Task to carry out
Output the entries exactly as they appear. Pictures should not be included.

Collected data
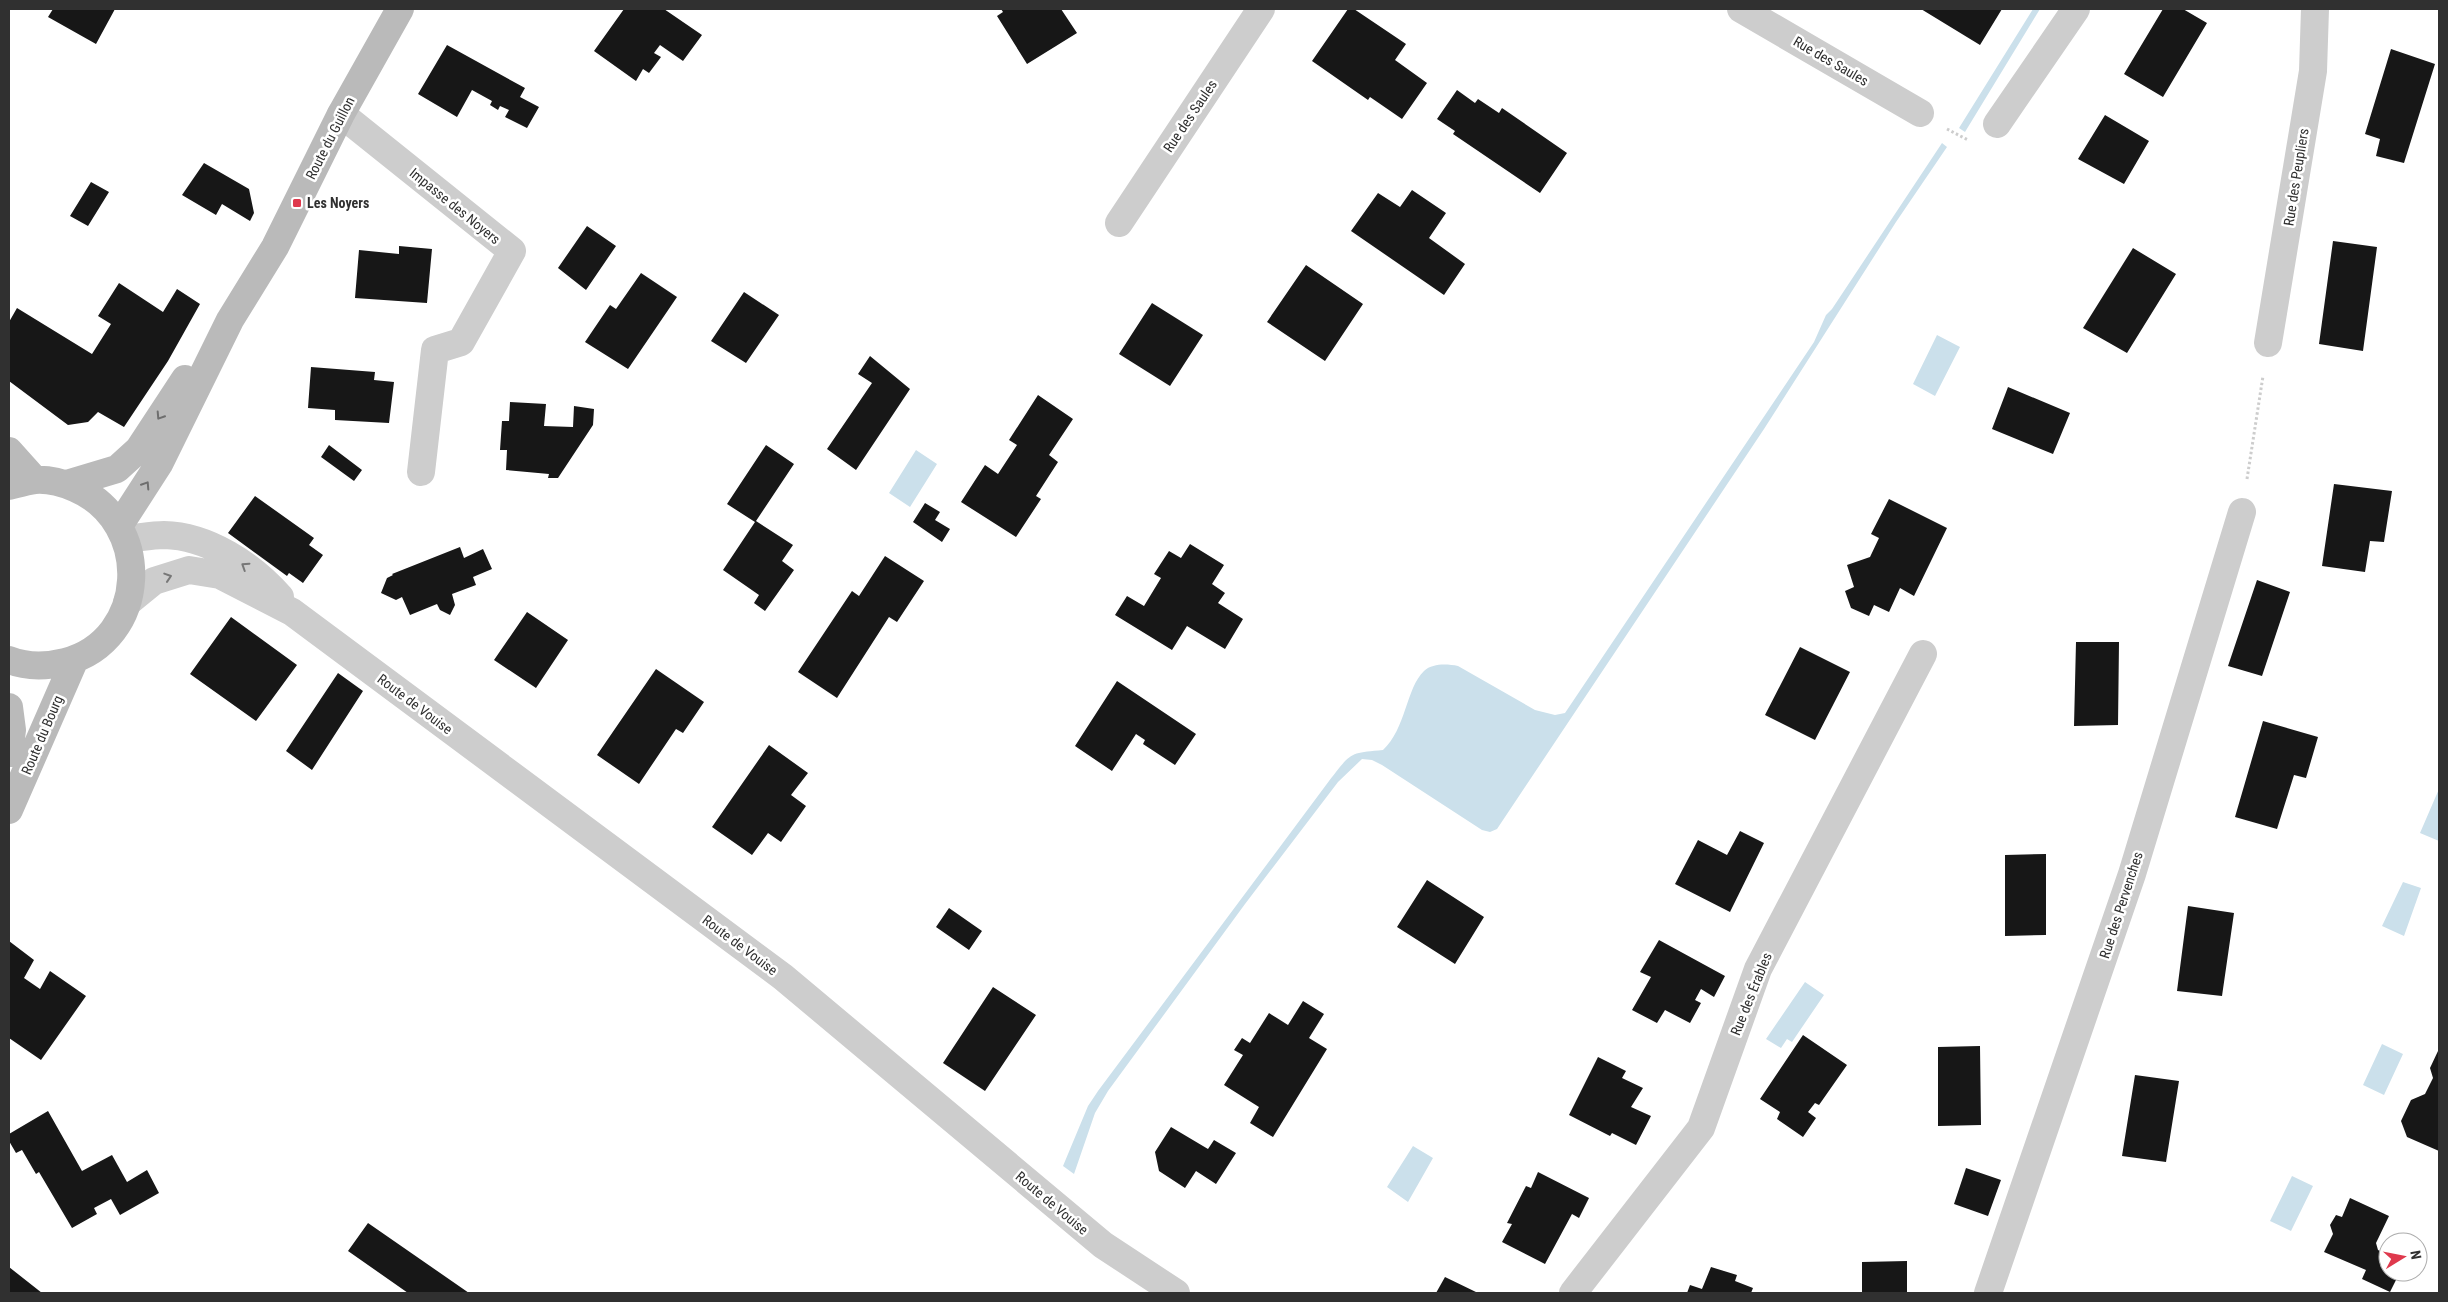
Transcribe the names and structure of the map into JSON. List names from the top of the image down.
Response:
{
  "streets": {
    "street": [
      "Rue des Saules",
      "Route du Guillon",
      "Rue des Peupliers",
      "Impasse des Noyers",
      "Route de Vouise",
      "Route du Bourg",
      "Rue des Pervenches",
      "Rue des Érables"
    ]
  },
  "crossings": [
    ["Route du Guillon", "Impasse des Noyers"],
    ["Route du Guillon", "Route de Vouise"]
  ],
  "places": {
    "transit": ["Les Noyers"]
  },
  "north": "right"
}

Answer space
Transcribe the names and structure of the map into JSON. List names from the top of the image down.
Response:
{
  "streets": {
    "street": [
      "Rue des Saules",
      "Route du Guillon",
      "Rue des Peupliers",
      "Impasse des Noyers",
      "Route de Vouise",
      "Route du Bourg",
      "Rue des Pervenches",
      "Rue des Érables"
    ]
  },
  "crossings": [
    ["Route du Guillon", "Impasse des Noyers"],
    ["Route du Guillon", "Route de Vouise"]
  ],
  "places": {
    "transit": ["Les Noyers"]
  },
  "north": "right"
}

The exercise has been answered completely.